Monisha: Since co-design requires a tailored approach in every context, do you think this constant need for adaptation can become exhausting?

Gamar: Honestly, I wouldn’t say it’s exhausting. Sure it takes energy and time, especially if you’re always the one holding space for others while also navigating shifting dynamics, expectations, and constraints. But I think adaptation is necessary, and it should be honored as such. Co-design asks us to stay open, to keep tuning in, adjusting, responding, and that’s what makes it powerful. But I think that’s where the need for reflection and support systems becomes so important. The constant adaptation isn’t just about being flexible but it’s about being responsive with care.

Over time, you start to build up some muscle for it. You pick up patterns, tools, ways of doing things that you can carry from one project or space to the next. So even though every situation is different, you’re not starting from scratch each time. And when the work is shared, and when there’s space for care in the process, it feels a lot more sustainable.

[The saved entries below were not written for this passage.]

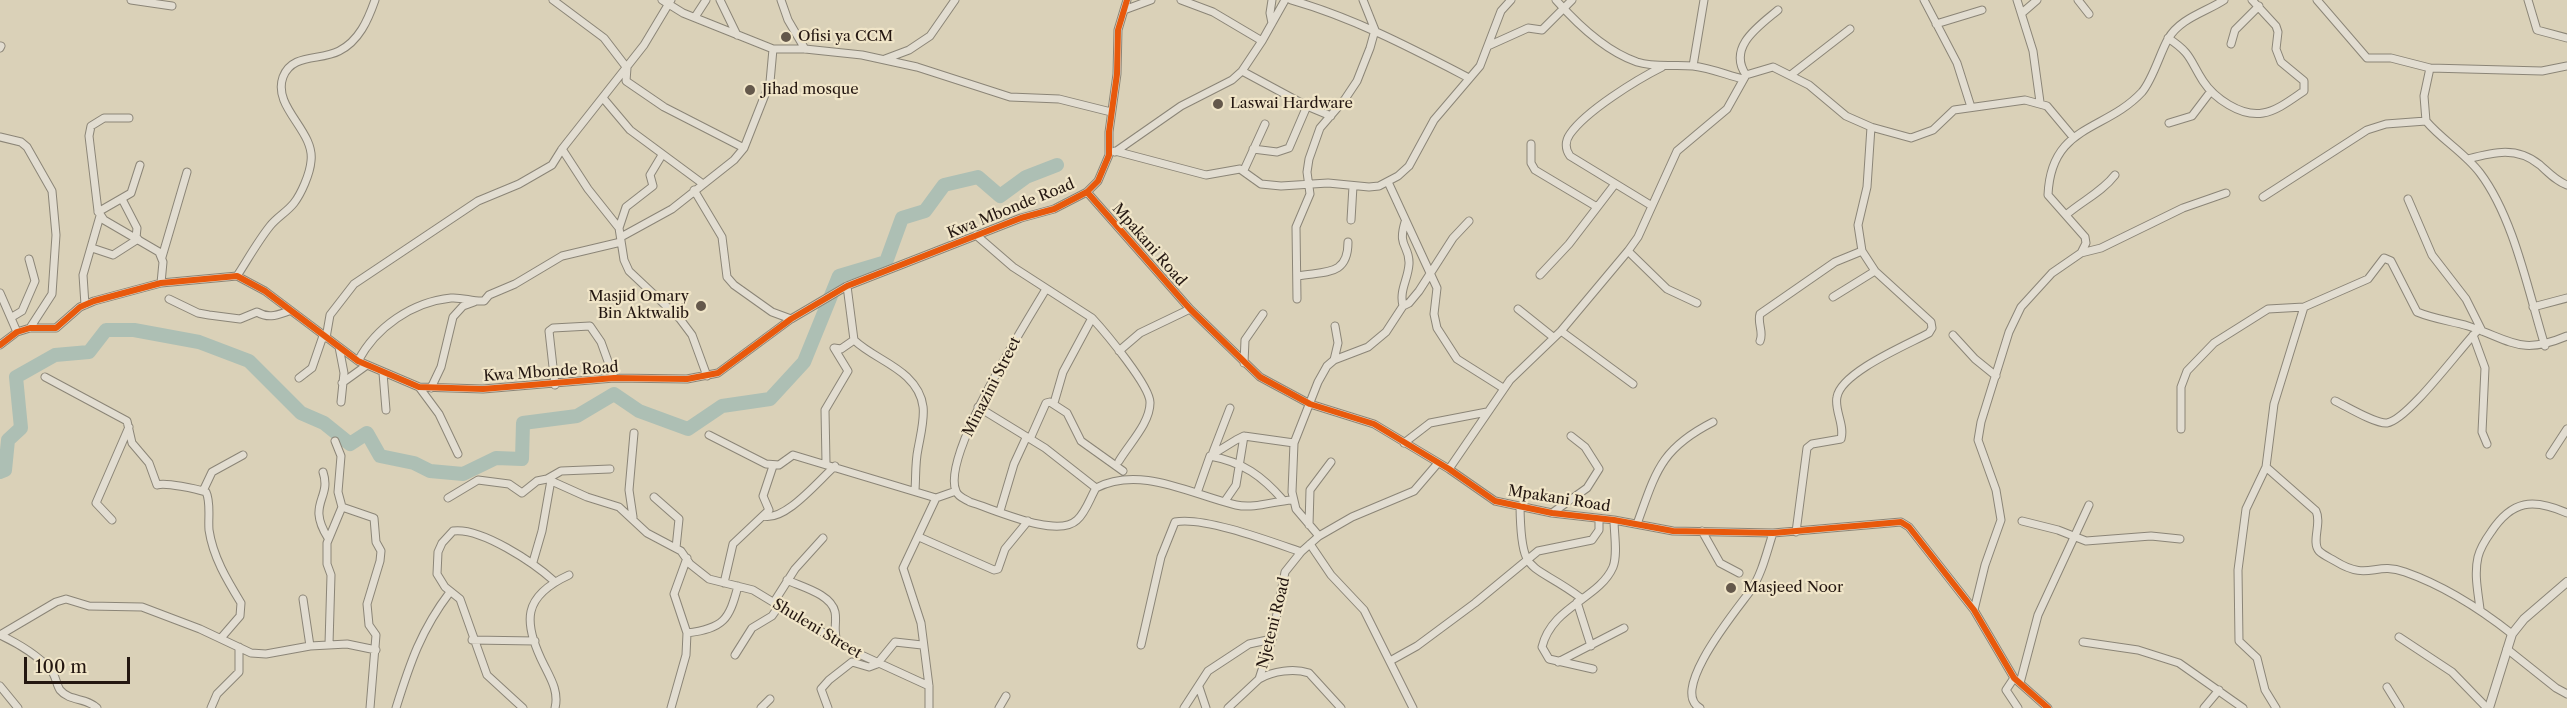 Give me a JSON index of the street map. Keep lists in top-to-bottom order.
{
  "streets": {
    "street": [
      "Kwa Mbonde Road",
      "Mpakani Road",
      "Minazini Street",
      "Njeteni Road",
      "Shuleni Street"
    ]
  },
  "crossings": [
    ["Kwa Mbonde Road", "Mpakani Road"],
    ["Mpakani Road", "Njeteni Road"]
  ],
  "places": [
    "Ofisi ya CCM",
    "Jihad mosque",
    "Laswai Hardware",
    "Masjid Omary Bin Aktwalib",
    "Masjeed Noor"
  ],
  "scale_bar": "100 m"
}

Monisha: How can designers and community-centered practitioners celebrate shared knowledge without being extractive?

Gamar: Celebrating shared knowledge without being extractive means recognizing that knowledge is never neutral, it’s shaped by lived experience, by power, by place. And when that knowledge comes from communities, especially those who have been historically marginalized or overlooked, it has to be handled with care and respect.

At its core, it’s about sharing power—not just inviting people to speak, but making sure those who hold the knowledge are shaping decisions and are acknowledged and celebrated as they do so. It means the process is guided by those closest to the realities being explored, not just interpreted by those facilitating the work (such as myself).

It requires us to ask: Who benefits? Who decides? And what does meaningful participation look like here? Avoiding extractivism means making sure that the knowledge shared isn’t separated from the people and contexts it comes from. So we need to be vocal about that. When we treat knowledge with reciprocity, clarity, and accountability, we move from “using it” to building with it, as a living thing that grows and evolves communally.